This is part of a consultation on the Red List implications of extensive changes to BirdLife’s taxonomy for passerines
Lynx Edicions and BirdLife International will soon publish the second volume of the HBW-BirdLife Illustrated Checklist of the Birds of the World, building off the Handbook of the Birds of the World series, and BirdLife’s annually updated taxonomic checklist.
The new Checklist will be based on the application of criteria for recognising species limits described by Tobias et al. (2010). Full details of the specific scores and the basis of these for each new taxonomic revision will be provided in the Checklist.
Following publication, an open and transparent mechanism will be established to allow people to comment on the taxonomic revisions or suggest new ones, and provide new information of relevance in order to inform regular updates. We are also actively seeking input via a discussion topic here regarding some potential taxonomic revisions that currently lack sufficient information.
The new Checklist will form the taxonomic basis of BirdLife’s assessments of the status of the world’s birds for the IUCN Red List. The taxonomic changes that will appear in volume 2 of the checklist (for passerines) will begin to be incorporated into the 2016 Red List update, with the remainder to be incorporated into subsequent Red List updates.
Preliminary Red List assessments have been carried out for the newly split or lumped taxa. We are now requesting comments and feedback on these preliminary assessments.
Cuban Bullfinch Melopyrrha nigra is being moved to genus Pyrrhulagra and split into P. nigra and P. taylori, following the application of criteria set out by Tobias et al. (2010).
Prior to this taxonomic change, Cuban Bullfinch (http://www.birdlife.org/datazone/species/factsheet/22723564) was listed as Least Concern on the basis that it did not approach the threshold for Vulnerable under any criteria. The pre-split species was characterised as ‘fairly common’ (Stotz et al. 1996). P. nigra (as now defined following the taxonomic change) has a very similar range as prior to the split, and so the species is still considered to be ‘fairly common’. This species is found in forest and mangroves, as well as in brushy areas on the main island of Cuba and a number of associated smaller islands (Rising 2016). It is affected by habitat loss, and fragmentation as well as by trapping for the cage bird market (Alonso et al. 2012, Ayón Güemes et al. 2013). Alonso et al. (2012) listed this species as Near Threatened due to potentially high levels of offtake of this species from the wild for trade in the cage bird market in Cuba. However, it is uncertain what degree of decline there actually is in the population as a result of these factors as there are no values to show the rate of population decline. We therefore request any further information regarding measures of decline in this species to help decide whether this species warrants a global listing as Near Threatened under criteria A2cd+3cd+4cd.

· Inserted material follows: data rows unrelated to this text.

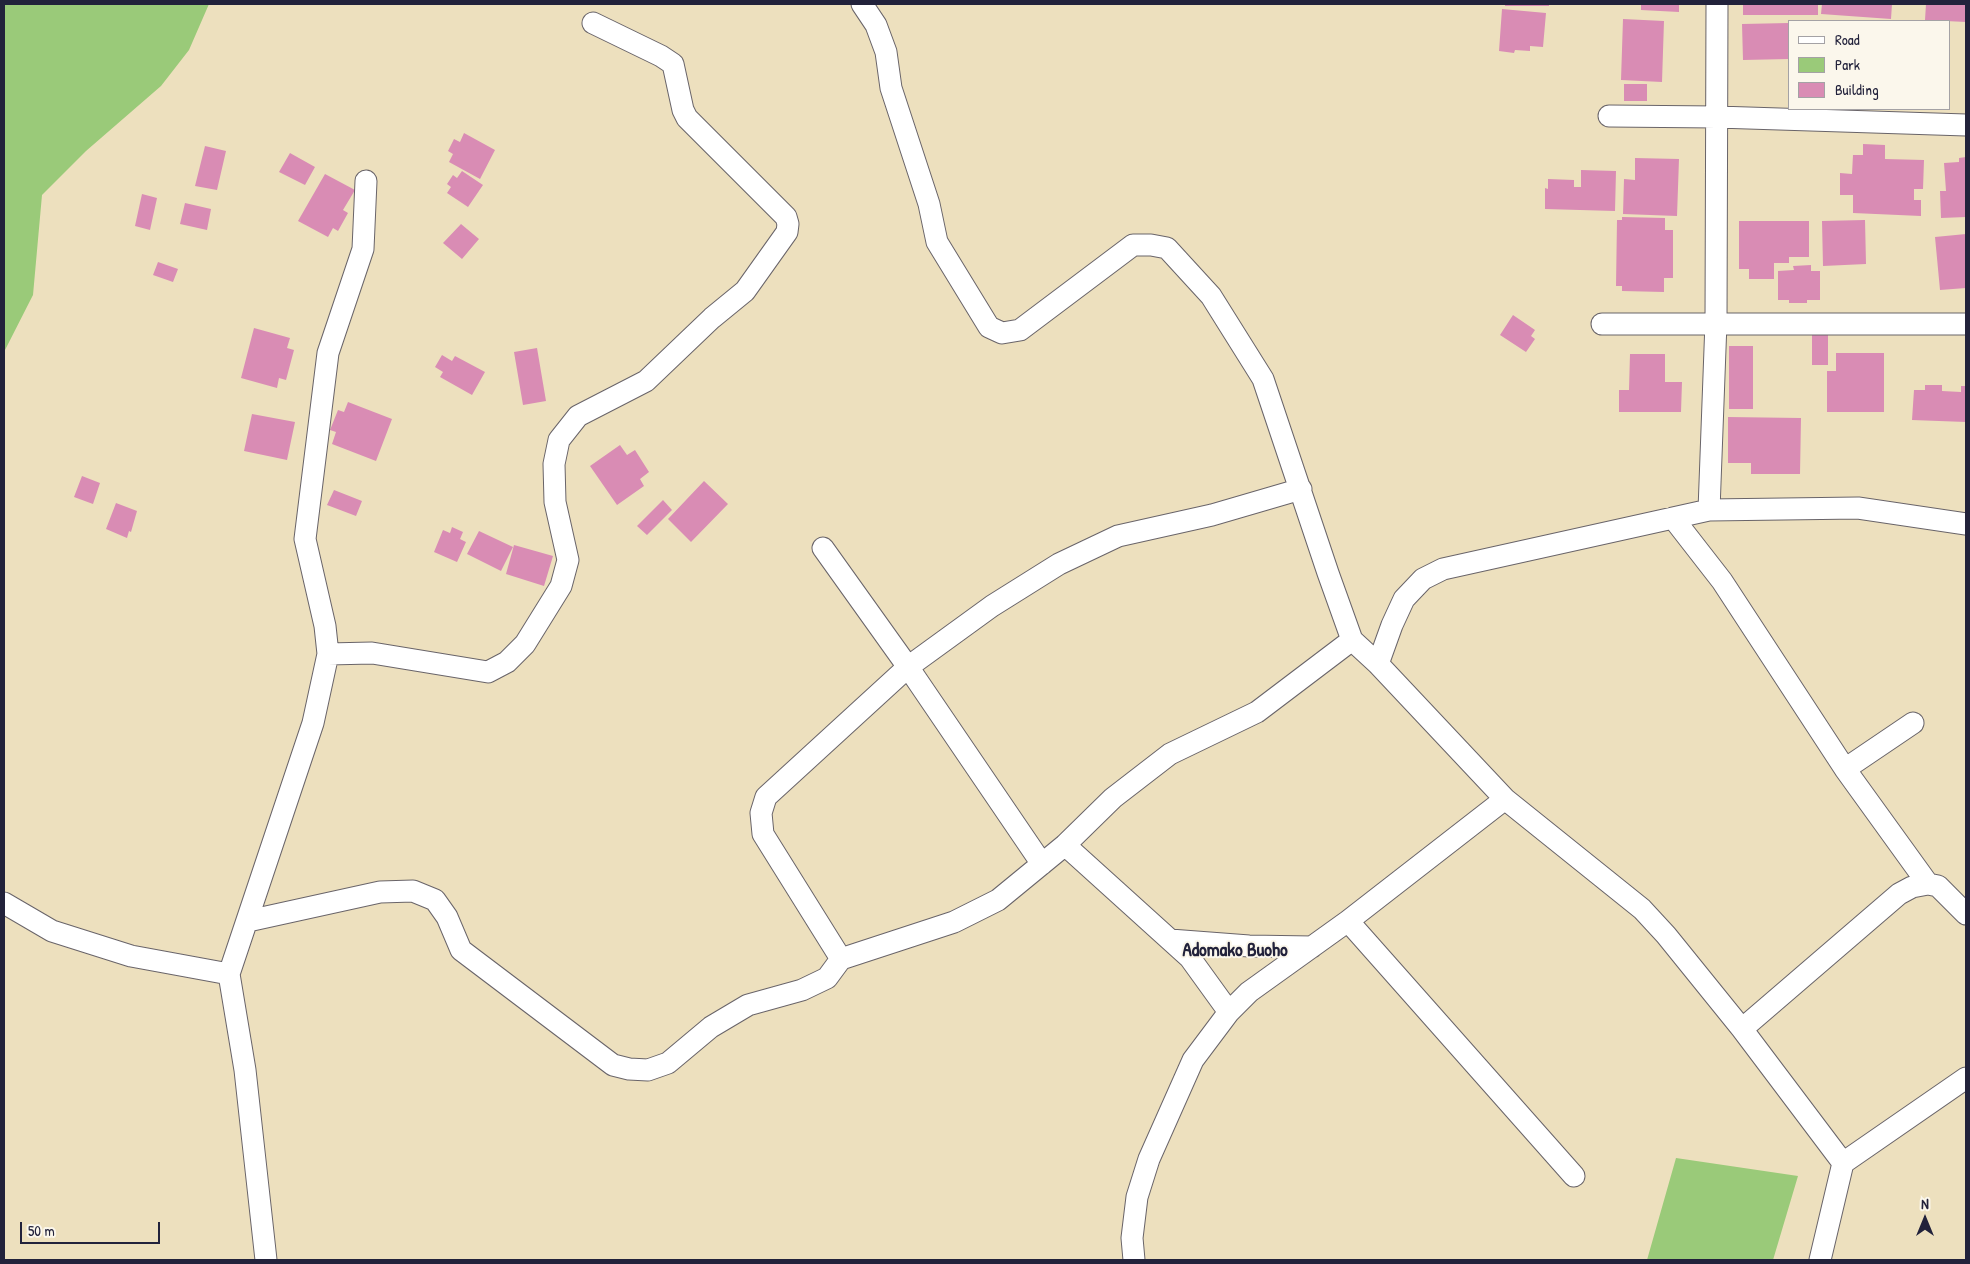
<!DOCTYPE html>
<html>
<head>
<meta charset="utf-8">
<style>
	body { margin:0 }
	#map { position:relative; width:1970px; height:1264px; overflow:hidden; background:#ede0be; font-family:"Patrick Hand",sans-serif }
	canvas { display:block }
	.frame { position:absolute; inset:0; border:5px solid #22223b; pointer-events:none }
	.legend { position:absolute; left:1788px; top:20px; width:162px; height:90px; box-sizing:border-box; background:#fbf7ec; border:1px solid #a4a2a5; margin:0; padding:6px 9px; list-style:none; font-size:15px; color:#22223b }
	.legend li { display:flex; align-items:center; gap:10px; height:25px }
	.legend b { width:25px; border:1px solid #a4a2a5 }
	.north { position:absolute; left:1900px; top:1194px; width:50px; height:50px; -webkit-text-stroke:4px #fbf7ec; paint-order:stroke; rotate:0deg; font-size:14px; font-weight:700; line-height:20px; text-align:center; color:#22223b }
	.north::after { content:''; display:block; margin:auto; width:18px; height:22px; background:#22223b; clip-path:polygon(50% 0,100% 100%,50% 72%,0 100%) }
	.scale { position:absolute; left:20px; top:1222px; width:140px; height:22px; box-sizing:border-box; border:2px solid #22223b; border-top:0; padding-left:6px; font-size:15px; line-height:18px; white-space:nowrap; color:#22223b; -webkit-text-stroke:4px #fbf7ec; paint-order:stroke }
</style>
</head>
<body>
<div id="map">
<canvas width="1970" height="1264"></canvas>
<div class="frame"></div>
<ul class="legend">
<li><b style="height:6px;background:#fff"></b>Road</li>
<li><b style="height:14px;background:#9aca79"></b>Park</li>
<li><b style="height:14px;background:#d98cb4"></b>Building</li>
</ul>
<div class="north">N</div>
<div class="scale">50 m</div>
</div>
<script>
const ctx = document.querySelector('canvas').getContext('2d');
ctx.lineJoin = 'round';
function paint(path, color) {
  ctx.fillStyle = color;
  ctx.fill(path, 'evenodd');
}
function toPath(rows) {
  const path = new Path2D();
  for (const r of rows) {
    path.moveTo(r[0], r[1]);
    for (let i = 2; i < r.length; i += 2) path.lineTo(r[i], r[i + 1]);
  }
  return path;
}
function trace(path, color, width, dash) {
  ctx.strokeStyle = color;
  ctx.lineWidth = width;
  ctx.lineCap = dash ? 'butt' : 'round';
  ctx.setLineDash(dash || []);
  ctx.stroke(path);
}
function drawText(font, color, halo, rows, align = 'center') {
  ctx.font = font + ' "Patrick Hand",sans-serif';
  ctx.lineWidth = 4;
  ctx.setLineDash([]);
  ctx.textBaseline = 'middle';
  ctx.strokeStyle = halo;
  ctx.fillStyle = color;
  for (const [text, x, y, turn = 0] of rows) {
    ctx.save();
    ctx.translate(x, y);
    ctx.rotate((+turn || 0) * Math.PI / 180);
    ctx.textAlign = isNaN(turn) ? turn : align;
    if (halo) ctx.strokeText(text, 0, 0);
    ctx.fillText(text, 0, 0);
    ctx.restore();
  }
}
const green = toPath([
	[4,4,209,4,189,50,161,86,86,151,42,195,33,295,4,352],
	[1676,1158,1798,1176,1773,1260,1647,1260]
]);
const building = toPath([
	[1505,4,1549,4,1549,6,1505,6],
	[1641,4,1679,4,1679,12,1641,10],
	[1743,4,1818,4,1818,15,1743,15],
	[1822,4,1892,4,1891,19,1821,14],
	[1926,4,1966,4,1966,22,1925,20],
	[1502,9,1546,13,1543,47,1530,46,1530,51,1515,50,1514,53,1499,51],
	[1623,19,1664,21,1662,82,1621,80],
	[1789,23,1789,59,1743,60,1742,24],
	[1624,84,1647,84,1647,101,1624,101],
	[464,133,495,150,480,179,449,162,453,154,448,151,454,139,460,142],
	[1863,144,1885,145,1885,159,1924,160,1923,189,1914,189,1914,200,1921,200,1921,216,1853,213,1853,195,1840,195,1840,173,1852,174,1853,155,1863,155],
	[205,146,226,151,217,190,195,186],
	[290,153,315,167,305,185,279,172],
	[1966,157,1966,217,1941,218,1940,191,1946,191,1944,163,1959,162,1959,158],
	[1635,158,1679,159,1677,216,1623,214,1624,179,1635,180],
	[1581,170,1616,171,1615,211,1545,209,1545,188,1548,189,1548,179,1574,180,1574,187,1581,187],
	[462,171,483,185,468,207,447,193,451,187,447,184,453,175,457,178],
	[325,174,355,190,343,210,348,213,338,231,333,228,328,237,298,221],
	[142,194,157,198,150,230,135,226],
	[185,203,211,209,207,230,180,224],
	[1622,217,1665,218,1665,230,1673,230,1673,278,1664,278,1664,292,1622,291,1622,286,1616,286,1617,220,1622,220],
	[1865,220,1866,264,1823,266,1822,221],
	[1739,221,1809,221,1809,257,1789,257,1789,263,1774,263,1774,279,1749,279,1749,269,1739,269],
	[461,224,479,239,462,259,443,243],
	[1966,234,1966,288,1940,290,1935,237],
	[158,262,178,269,173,282,153,275],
	[1811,265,1811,271,1820,271,1820,300,1807,300,1807,303,1789,303,1789,300,1778,300,1778,271,1794,270,1793,266],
	[1513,315,1535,330,1531,336,1535,339,1526,352,1500,335],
	[254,328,290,338,287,348,294,350,286,380,279,378,277,388,241,378],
	[1812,330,1828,330,1828,365,1812,365],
	[1729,346,1753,346,1753,409,1729,409],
	[537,348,546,401,523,405,514,352],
	[1836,353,1884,353,1884,412,1827,412,1827,371,1836,371],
	[1630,354,1665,354,1665,382,1682,382,1681,412,1619,412,1619,390,1629,390],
	[442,355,452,361,455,356,485,372,472,395,440,377,443,372,435,367],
	[1925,385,1942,385,1942,391,1961,392,1961,386,1966,386,1966,422,1912,420,1914,390,1925,390],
	[348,402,392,419,376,461,332,444,336,432,330,430,338,410,344,412],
	[252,414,295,422,287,460,244,451],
	[1728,417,1801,418,1800,474,1751,474,1751,463,1728,463],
	[620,445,627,455,635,450,649,472,640,479,644,486,617,505,590,466],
	[82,476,100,483,93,504,74,497],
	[704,481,728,504,691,542,668,519],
	[334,490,362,501,356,516,327,505],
	[663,500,672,510,647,535,637,526],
	[116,503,137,511,131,532,129,531,127,538,106,529],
	[452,527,463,532,460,539,466,542,457,562,434,552,443,530,450,533],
	[479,531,513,547,501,571,467,554],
	[514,545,553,556,544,586,506,574]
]);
const minor = toPath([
	[862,4,876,25,886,52,891,88,929,204,937,242,989,327,1002,333,1020,330,1133,245,1151,245,1167,248,1211,296,1263,379,1328,573,1352,640,1378,664,1505,799,1642,909,1666,935,1742,1029,1843,1163,1820,1260],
	[1609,116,1717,117,1966,125],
	[1602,324,1966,324],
	[1709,510,1716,322,1717,4],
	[1673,518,1722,581,1845,769,1928,884],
	[823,548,908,667,1042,864],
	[328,654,372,653,488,672,507,662,525,644,561,586,568,560,555,502,554,464,559,440,578,416,646,381,712,318,745,291,787,232,788,224,786,217,687,118,683,110,673,64,661,56,593,23],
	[1378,664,1392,625,1404,599,1423,579,1443,569,1709,510,1858,508,1966,524],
	[1845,769,1913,723],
	[1065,845,1190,958,1229,1012],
	[4,903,52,931,131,956,229,974,245,1070,266,1260],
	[248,921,380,892,413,891,435,900,447,917,461,950,613,1065,629,1069,648,1070,668,1063,711,1027,748,1005,802,990,827,978,841,959,954,922,998,900,1065,845,1113,798,1170,754,1257,712,1352,640],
	[1348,921,1574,1176],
	[1170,940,1249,946,1312,947],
	[841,959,763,834,761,813,766,797,908,667,992,606,1059,564,1118,536,1212,515,1301,489],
	[229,974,313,723,328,654,325,626,305,539,328,353,363,249,366,181],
	[1742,1029,1899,894,1912,887,1928,884,1938,886,1966,914],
	[1843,1163,1966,1078],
	[1134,1260,1132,1238,1137,1197,1149,1159,1193,1060,1229,1012,1249,992,1348,921,1505,799]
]);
const quarterNames = [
	["Adomako Buoho",1235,951]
];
paint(green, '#9aca79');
paint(building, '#d98cb4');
trace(minor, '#696469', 23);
trace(minor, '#fff', 21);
drawText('bold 19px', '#22223b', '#fbf7ec', quarterNames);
</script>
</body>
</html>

P. taylori is found only on Grand Cayman Island in the Cayman Islands in brushy areas, forest and mangroves (Rising 2016). It is described as common (Rising 2016) and is frequently recorded (see ebird webpage: http://ebird.org/ebird/map), but given its restricted range its total population size may not exceed 10,000 mature individuals. There have been declines in this taxon, particularly in the west of Grand Cayman as a result of habitat fragmentation, and invasive mammals (Bradley 2000). We request any further information regarding population size and trend estimates, but in the absence of any such additional information it is proposed that this species be listed as Near Threatened under criterion C2a(ii).
Alonso, H. G., Schettino, L. R., Rodríguez, A., Mancina, C. A. and García, I. R. (2012) Libro Rojo de los Vertebrados de Cuba. Editorial Academia, La Habana
Ayón Güemes, X., Rojas, E. R. and Iñigo-Elias, E. E. (2013) Cuban Bullfinch (Melopyrrha nigra), Neotropical Birds Online (T. S. Scuhlenberg, Editor). Ithaca: Cornell Lab of Ornithology; retrieved from Neotropical Birds Online; http://neotropical.birds.cornell.edu/portal/species/overview?p_p_spp=629836
Bradley, P. E. (2000) The birds of the Cayman Islands. BOU Checklist No 19. British Ornithologists’ Union, The Natural History Museum, Tring, Hertfordshire, UK
Rising, J. (2016). Cuban Bullfinch (Melopyrrha nigra). In: del Hoyo, J., Elliott, A., Sargatal, J., Christie, D.A. & de Juana, E. (eds.). Handbook of the Birds of the World Alive. Lynx Edicions, Barcelona. (retrieved from http://www.hbw.com/node/62157 on 26 August 2016).
Stotz, D. F., Fitzpatrick, J. W., Parker, T. A., Moskovits, D. K. (1996) Neotropical birds: ecology and conservation. University of Chicago Press, Chicago.
Tobias, J. A., Seddon, N., Spottiswoode, C. N., Pilgrim, J. D., Fishpool, L. D. C. and Collar, N. J. (2010) Quantitative criteria for species delimitation. Ibis 152: 724–746.